Ali turned away from him toward the table, knowing that he wouldn’t want her to see the humiliation in his eyes. She heard him grunt as he tried to catch his breath.

“I was at a party and all my friends were there,” Foy wheezed, ignoring what had just occurred. “They had aged, but I looked exactly as I did in my early thirties. People kept coming up to me and telling me how well I looked. Julian Peterson, do you remember him? He’s Bryony’s godfather. He told me in great detail about all his problems with his prostate and how he had to get up four or five times in the night to pee but his stream was reduced to a trickle. He said the doctor was the first person to stick his finger up his arse in twenty-five years.”

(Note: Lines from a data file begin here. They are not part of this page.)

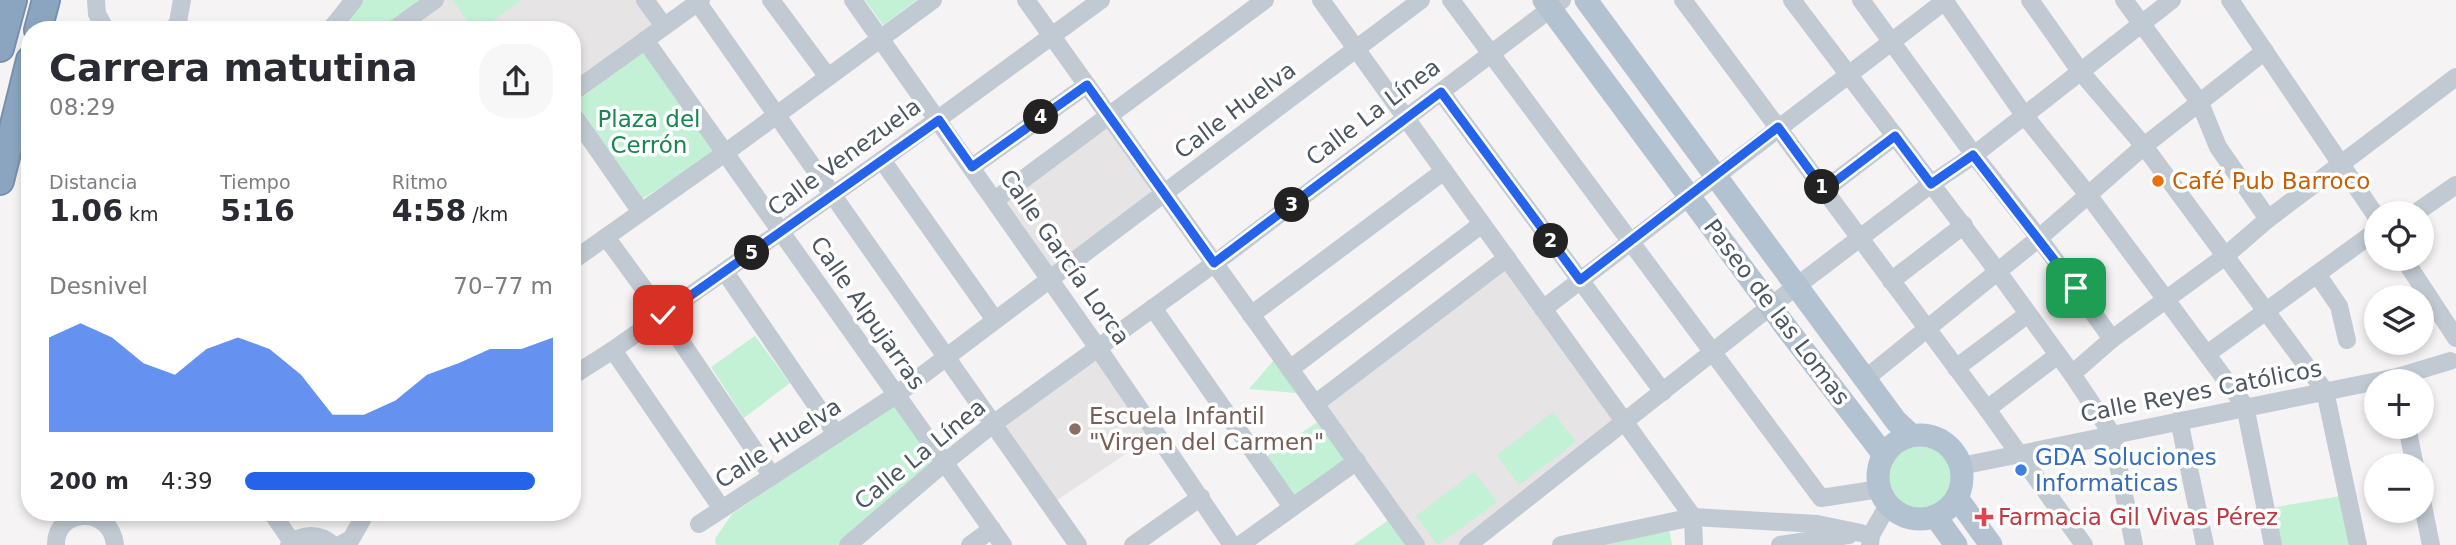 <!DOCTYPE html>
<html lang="es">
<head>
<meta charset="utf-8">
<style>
	:root { --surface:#fff; --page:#f7f7f7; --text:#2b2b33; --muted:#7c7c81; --accent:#2563eb }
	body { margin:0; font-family:"DejaVu Sans",sans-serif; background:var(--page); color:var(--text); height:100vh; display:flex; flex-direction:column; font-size:26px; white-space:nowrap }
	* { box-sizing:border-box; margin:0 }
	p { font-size:23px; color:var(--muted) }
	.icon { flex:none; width:38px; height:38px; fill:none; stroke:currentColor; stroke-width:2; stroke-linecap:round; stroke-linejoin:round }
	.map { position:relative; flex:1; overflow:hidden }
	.side { position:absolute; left:21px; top:21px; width:560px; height:500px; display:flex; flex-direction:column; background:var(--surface); border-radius:28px; box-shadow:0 4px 10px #0003 }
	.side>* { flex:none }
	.controls { position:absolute; left:2364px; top:201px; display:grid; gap:14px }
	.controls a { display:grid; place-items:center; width:70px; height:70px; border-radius:50%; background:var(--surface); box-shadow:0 4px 10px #0003; font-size:35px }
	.pin { position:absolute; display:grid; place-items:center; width:60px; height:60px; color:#fff; margin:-30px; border-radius:14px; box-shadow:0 4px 10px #0006 }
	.km { position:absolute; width:35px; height:35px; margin:-18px; border-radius:50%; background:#222; color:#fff; font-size:19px; line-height:35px; text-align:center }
	.round { display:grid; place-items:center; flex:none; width:74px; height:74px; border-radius:28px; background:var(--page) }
	.summary { display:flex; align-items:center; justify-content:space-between; height:119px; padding:0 28px }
	h1 { font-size:38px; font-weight:600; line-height:52px }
	.metrics { display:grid; grid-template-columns:repeat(3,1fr); gap:10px; height:119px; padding:7px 28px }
	.metrics div { display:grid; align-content:center }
	.metrics b { font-size:30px; font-weight:600 }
	.metrics small { font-size:19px; font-weight:400 }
	.metrics p { font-size:19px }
	.chart { height:196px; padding:14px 28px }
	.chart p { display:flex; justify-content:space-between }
	.chart svg { width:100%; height:126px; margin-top:7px; fill:var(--accent); opacity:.7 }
	ul { padding:0 28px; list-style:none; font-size:23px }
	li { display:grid; grid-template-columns:112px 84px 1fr; align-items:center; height:52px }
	li i { height:18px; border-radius:9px; background:var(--accent) }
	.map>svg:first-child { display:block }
	.education { fill:#e6e4e5 }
	.green { fill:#c3f1d5 }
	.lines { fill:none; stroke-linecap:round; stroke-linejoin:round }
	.highway-casing { stroke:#7690ad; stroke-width:30 }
	.minor { stroke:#c1cad2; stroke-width:18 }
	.major { stroke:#b3c2d1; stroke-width:23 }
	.highway { stroke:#8ba5c1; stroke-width:26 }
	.route-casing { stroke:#fff; stroke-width:14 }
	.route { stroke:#2563eb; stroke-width:9 }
	.food-dot { fill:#e8710a; stroke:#fff; stroke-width:2.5 }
	.education-dot { fill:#8d6e63; stroke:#fff; stroke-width:2.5 }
	.shop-dot { fill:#3f7fe0; stroke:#fff; stroke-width:2.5 }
	.health-dot { fill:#e0444e; stroke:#fff; stroke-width:2.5 }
	.labels { text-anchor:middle; stroke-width:7; stroke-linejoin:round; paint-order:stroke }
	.street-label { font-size:23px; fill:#4a5661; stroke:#fff }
	.park-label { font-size:23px; fill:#17864f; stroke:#fff }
	.food-label { font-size:23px; fill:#c56008; stroke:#fff; text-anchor:start }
	.education-label { font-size:23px; fill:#785e54; stroke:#fff; text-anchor:start }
	.shop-label { font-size:23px; fill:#366cbe; stroke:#fff; text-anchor:start }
	.health-label { font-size:23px; fill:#be3a42; stroke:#fff; text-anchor:start }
</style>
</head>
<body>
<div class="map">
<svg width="2456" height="545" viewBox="0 0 2456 545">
	<rect width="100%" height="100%" fill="#f5f3f3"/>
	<!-- education -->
	<g class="education">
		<polygon points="435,0 645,0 664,26 572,93 572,30 393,30"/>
		<polygon points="1109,116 1164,193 1049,280 995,200"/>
		<polygon points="1507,258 1624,422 1468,545 1416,545 1315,404"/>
		<polygon points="1098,348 1157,433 1050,505 993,424"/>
	</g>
	<!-- green -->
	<g class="green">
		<polygon points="361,0 427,0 385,30 340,30"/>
		<polygon points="453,0 521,0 480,30 474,30"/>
		<polygon points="865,0 917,0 883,25"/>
		<polygon points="644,51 715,152 642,199 576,102"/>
		<polygon points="755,336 790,383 744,418 711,367"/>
		<polygon points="1279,354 1308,394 1249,389"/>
		<polygon points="896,403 934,461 838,545 716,545 715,539 732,514"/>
		<polygon points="1553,412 1576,442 1519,485 1497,455"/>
		<polygon points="1325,417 1357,461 1292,507 1260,461"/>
		<circle cx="1920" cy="477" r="37"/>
		<polygon points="1474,472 1497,502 1438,545 1416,516"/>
		<polygon points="2341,496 2352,545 2277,545 2270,508"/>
		<polygon points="1390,519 1408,545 1353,545"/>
		<polygon points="1669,528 1672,545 1585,545"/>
	</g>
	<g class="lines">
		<!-- highway casing -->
		<g class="highway-casing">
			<g id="highway">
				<polyline points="38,30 46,0"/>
				<polyline points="0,48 13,0"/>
				<polyline points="0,181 30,60"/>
			</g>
		</g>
		<!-- minor -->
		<g class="minor">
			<polyline points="96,0 97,14 106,30"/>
			<polyline points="645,0 664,26"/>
			<polyline points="696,0 1078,545"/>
			<polyline points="771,0 828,77"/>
			<polyline points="853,0 1098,348 1232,545"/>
			<polyline points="1026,0 1416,545"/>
			<polyline points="1321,0 1693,517"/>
			<polyline points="1451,0 1821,498 1880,489"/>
			<polyline points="1683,0 1987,409 2084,545"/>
			<polyline points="1792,0 1998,272 2072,374 2112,434 2134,545"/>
			<polyline points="1861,0 1974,155 2039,238 2112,339"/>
			<polyline points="1944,0 2024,115 2089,196 2245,406 2273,545"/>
			<polyline points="2030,0 2080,71 2144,146 2325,391 2358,545"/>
			<polyline points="2124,0 2200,103 2218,147 2268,219"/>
			<polyline points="2230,0 2376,216"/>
			<polyline points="173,30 178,22 182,0"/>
			<polyline points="330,30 354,0"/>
			<polyline points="393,30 435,0"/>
			<polyline points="645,40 1003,545"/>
			<polyline points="1441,92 1663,392"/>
			<polyline points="572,93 701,0"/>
			<polyline points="572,113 641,212"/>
			<polyline points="882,160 995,320"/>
			<polyline points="972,167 1087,85"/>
			<polyline points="1824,190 1895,136"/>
			<polyline points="995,200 1265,0"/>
			<polyline points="2414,214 2456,185"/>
			<polyline points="606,237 663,315 772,476"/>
			<polyline points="2404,259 2456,338"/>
			<polyline points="572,261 725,153 933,0"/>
			<polyline points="725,272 836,434"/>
			<polyline points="2317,274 2339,306 2347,340"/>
			<polyline points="1891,281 1964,225"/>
			<polyline points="1153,308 1292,507"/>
			<polyline points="1543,309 1946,0"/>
			<polyline points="1251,315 1444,171"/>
			<polyline points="613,350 722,509"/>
			<polyline points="2207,354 2376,231"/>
			<polyline points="572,366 577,373 613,350 882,160 1101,0"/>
			<polyline points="1956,368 2028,314"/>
			<polyline points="1290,369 1482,224"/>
			<polyline points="2072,374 2112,339 2224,257 2268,219 2456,77"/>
			<polyline points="1865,379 2039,238 2144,146 2265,51"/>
			<polyline points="1315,404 1507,258"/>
			<polyline points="1987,409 2058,355"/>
			<polyline points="2179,420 2205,545"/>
			<polyline points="2407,427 2415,466"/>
			<polyline points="1961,466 2397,377 2450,361"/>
			<polyline points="2422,501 2431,545"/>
			<polyline points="272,513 292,542"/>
			<polyline points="1693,517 1694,545"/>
			<polyline points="699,524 896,395 1421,0"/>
			<path d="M 56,545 C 55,508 111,505 115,545"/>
			<path d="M 289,545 C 302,533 320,533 333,545"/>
			<polyline points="340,545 351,539 362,520 360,513"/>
			<polyline points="848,545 944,463 993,424 1215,263 1562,0"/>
			<polyline points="970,545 992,529"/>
			<polyline points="1133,545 1201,497"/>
			<polyline points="1240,545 1357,461"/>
			<polyline points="1468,545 1781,298 1931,184 1974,155 2172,0"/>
			<polyline points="1561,545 1693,517 1817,524 1861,533"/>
			<polyline points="1780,545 1849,535"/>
			<polyline points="1870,545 1871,535 1888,505"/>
		</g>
		<!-- major -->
		<g class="major">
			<polyline points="1544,0 1788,330 1884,455"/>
			<polyline points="1586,0 1896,421 1911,435"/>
			<circle cx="1920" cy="477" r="42"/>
			<polyline points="1957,498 1991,545"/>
			<polyline points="1935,516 1956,545"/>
		</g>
		<!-- highway -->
		<use href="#highway" class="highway"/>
	</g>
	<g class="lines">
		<!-- route casing -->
		<g class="route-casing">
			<polyline id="route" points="663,315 939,120 972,167 1087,85 1214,263 1441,92 1580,280 1778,127 1824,190 1895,136 1931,184 1973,155 2076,288"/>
		</g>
		<!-- route -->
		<use href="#route" class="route"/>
	</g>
	<!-- markers -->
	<circle class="food-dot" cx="2158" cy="181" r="7"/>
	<circle class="education-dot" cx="1075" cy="429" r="7"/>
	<circle class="shop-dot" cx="2021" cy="470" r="7"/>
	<path class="health-dot" d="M1980.5 506.5h7v7h7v7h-7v7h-7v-7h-7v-7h7z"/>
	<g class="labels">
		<!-- street labels -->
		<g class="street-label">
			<text transform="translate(1235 110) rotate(-37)" y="8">Calle Huelva</text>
			<text transform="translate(1373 112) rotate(-37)" y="8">Calle La Línea</text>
			<text transform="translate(844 157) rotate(-36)" y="8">Calle Venezuela</text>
			<text transform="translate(1065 257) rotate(55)" y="8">Calle García Lorca</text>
			<text transform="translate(1777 312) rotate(53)" y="8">Paseo de las Lomas</text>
			<text transform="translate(868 313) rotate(55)" y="8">Calle Alpujarras</text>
			<text transform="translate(2201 391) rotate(-11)" y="8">Calle Reyes Católicos</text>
			<text transform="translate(778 443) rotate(-33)" y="8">Calle Huelva</text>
			<text transform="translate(920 454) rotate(-39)" y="8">Calle La Línea</text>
		</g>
		<!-- park labels -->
		<g class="park-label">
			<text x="649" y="127">Plaza del<tspan x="649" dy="26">Cerrón</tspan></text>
		</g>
		<!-- food labels -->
		<g class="food-label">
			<text x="2172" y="189">Café Pub Barroco</text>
		</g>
		<!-- education labels -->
		<g class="education-label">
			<text x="1089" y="424">Escuela Infantil<tspan x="1089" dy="26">"Virgen del Carmen"</tspan></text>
		</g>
		<!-- shop labels -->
		<g class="shop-label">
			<text x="2035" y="465">GDA Soluciones<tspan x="2035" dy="26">Informaticas</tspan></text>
		</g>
		<!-- health labels -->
		<g class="health-label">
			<text x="1998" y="525">Farmacia Gil Vivas Pérez</text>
		</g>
	</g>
</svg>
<div class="controls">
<a><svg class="icon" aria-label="locate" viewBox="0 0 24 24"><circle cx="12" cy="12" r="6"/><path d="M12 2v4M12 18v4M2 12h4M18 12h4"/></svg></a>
<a><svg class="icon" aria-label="layers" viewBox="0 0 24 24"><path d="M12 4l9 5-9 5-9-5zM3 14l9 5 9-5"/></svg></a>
<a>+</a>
<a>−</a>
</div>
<div class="pin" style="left:2076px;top:288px;background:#1e9e55"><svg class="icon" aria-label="arrive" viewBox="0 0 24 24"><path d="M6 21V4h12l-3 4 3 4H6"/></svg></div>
<div class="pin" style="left:663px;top:315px;background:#d93025"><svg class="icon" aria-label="check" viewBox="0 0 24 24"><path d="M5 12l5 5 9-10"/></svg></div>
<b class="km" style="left:1822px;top:187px">1</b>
<b class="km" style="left:1551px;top:241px">2</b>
<b class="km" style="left:1292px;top:205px">3</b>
<b class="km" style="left:1041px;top:117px">4</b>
<b class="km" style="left:752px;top:253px">5</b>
<section class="side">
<div class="summary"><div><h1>Carrera matutina</h1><p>08:29</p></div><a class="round"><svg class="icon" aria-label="share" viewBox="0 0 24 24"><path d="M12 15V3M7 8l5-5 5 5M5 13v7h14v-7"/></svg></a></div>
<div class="metrics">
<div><p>Distancia</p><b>1.06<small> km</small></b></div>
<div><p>Tiempo</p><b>5:16</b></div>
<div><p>Ritmo</p><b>4:58<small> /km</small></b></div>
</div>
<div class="chart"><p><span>Desnivel</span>70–77 m</p>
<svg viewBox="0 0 160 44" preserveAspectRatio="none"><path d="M0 44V11L10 6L20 11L30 20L40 24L50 15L60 11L70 15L80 24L90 38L100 38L110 33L120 24L130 20L140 15L150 15L160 11V44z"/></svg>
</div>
<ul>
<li><b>200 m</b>4:39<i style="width:94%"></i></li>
</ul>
</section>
</div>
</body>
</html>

“I can’t imagine Mr. Peterson speaking like that,” said Ali in disbelief. She recalled the polite, quiet man who came for lunch at the family home in Corfu at least a couple of times in the summer.

“Well, it was a dream,” acknowledged Foy, grateful at last to have Ali’s full attention. “I couldn’t believe it, either, because he’s only marginally less buttoned up than Eleanor, and they’ve been married for fifty years and I just couldn’t imagine her doing that to him.”

“Absolutely,” agreed Ali, wondering whether bemusement or shock was the quickest way of derailing this unexpected outburst.

“Then I realized it was all just an excuse to overwhelm me with his superior medical knowledge,” continued Foy. “He started talking about partial prostatectomy and how the doctor stuck a resectoscope up his penis.”

“But Mr. Peterson isn’t a doctor, is he?” asked Ali.